The report states that the obesity epidemic is a global
phenomenon. It claims that one-sixth of the world's populations can now
be considered overweight. Of the one billion overweight people on the
planet, a many as three hundred million are considered to be clinically
obese. This is thought to be a significant contributor to slow recovery
times, chronic disease and other debilitating conditions that add
greatly to the world's already over-taxed health care systems.
In third world countries the cause of this growing
problem seems to be dietary changes. Increased consumption of
inexpensive but non-nutritional junk food is increasing in the era of
globalization. These foods frequently have high salt and/or sugar
content and are, as well high in saturated fats. When this drop in
dietary quality is combined with a decrease in physical activity, as is
inevitable with the spread of industrialized solutions to local
infrastructure problems, obesity rates rise. According to the WHO
obesity rates have tripled since 1980 not just on the United States,
but also in Great Britain, the Middle East, many areas of Europe,
particularly Eastern Europe, Aystralia and even China.
Optimum weight is measured using the body mass index
(BMI). BMI is determined by dividing weight (measured in kilograms) by
the square of height (measured in meters). The formula for this is
kg/m'. A BMI over 25 is overweight and a BMI of over 30 is obese.
People with a BMI below 18.5 are considered underweight.

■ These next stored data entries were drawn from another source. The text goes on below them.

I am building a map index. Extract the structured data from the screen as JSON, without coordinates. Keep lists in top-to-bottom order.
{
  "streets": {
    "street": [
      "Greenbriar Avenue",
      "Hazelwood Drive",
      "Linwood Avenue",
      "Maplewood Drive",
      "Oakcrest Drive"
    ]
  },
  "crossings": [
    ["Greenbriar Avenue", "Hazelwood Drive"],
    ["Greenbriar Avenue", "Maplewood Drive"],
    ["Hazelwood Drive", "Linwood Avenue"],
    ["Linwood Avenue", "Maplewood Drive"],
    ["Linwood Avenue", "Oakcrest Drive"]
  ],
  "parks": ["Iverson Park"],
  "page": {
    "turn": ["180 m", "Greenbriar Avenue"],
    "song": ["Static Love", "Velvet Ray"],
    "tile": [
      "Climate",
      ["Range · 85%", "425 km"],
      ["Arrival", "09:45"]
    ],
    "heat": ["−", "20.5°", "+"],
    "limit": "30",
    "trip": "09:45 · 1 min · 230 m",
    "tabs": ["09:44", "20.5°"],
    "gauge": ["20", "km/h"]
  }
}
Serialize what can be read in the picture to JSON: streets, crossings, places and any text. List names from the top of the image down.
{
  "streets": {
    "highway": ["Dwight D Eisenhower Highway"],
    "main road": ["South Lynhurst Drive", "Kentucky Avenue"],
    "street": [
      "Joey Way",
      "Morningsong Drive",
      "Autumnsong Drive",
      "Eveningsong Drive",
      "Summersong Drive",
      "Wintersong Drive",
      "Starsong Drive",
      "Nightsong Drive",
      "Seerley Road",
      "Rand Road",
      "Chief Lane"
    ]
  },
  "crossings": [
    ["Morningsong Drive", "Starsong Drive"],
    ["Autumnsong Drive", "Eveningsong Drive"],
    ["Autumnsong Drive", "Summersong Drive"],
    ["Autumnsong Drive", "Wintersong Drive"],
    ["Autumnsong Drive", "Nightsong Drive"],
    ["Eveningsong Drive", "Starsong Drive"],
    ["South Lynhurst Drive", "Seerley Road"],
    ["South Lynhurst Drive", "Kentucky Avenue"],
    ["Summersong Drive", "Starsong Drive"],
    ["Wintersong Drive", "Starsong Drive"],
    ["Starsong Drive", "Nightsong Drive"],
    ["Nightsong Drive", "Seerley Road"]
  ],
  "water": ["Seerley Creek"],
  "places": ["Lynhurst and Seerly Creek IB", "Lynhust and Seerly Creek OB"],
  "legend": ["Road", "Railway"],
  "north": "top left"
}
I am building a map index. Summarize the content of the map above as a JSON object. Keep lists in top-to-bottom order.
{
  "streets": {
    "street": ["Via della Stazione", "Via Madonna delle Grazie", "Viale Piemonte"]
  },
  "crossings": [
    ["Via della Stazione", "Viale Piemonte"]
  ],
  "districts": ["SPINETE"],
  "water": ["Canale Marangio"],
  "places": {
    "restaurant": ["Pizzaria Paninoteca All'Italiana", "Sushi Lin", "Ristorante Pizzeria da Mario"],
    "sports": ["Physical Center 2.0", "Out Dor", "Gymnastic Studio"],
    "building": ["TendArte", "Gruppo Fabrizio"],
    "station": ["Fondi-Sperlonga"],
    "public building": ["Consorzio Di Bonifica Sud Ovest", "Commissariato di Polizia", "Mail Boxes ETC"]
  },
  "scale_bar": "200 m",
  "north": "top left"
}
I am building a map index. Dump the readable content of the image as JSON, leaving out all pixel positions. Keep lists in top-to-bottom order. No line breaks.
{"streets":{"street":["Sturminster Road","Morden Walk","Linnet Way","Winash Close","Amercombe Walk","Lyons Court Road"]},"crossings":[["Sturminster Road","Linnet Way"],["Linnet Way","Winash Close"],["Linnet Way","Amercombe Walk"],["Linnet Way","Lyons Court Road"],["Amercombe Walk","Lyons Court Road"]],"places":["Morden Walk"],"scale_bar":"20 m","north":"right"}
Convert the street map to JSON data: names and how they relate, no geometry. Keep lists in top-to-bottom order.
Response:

The WHO study found that adult BMI levels of 22-23 are
the average in Africa and Asia, while levels of 25-27 are the average
throughout Europe and North America as well as in some North African
and Pacific Island countries and in parts of Latin America. Because
wealth distribution in Third World countries is more polarized than in
North America and Europe, analysis of weight statistics for the Third
World must take this into account.
When the analysis takes this into account and makes
allowances for the larger proportion of malnourished populations in the
Third World, it becomes clear that in countries that are in the midst
of transitioning from agrarian to industrialized societies,
over-nutrition exists side-by-side with malnutrition.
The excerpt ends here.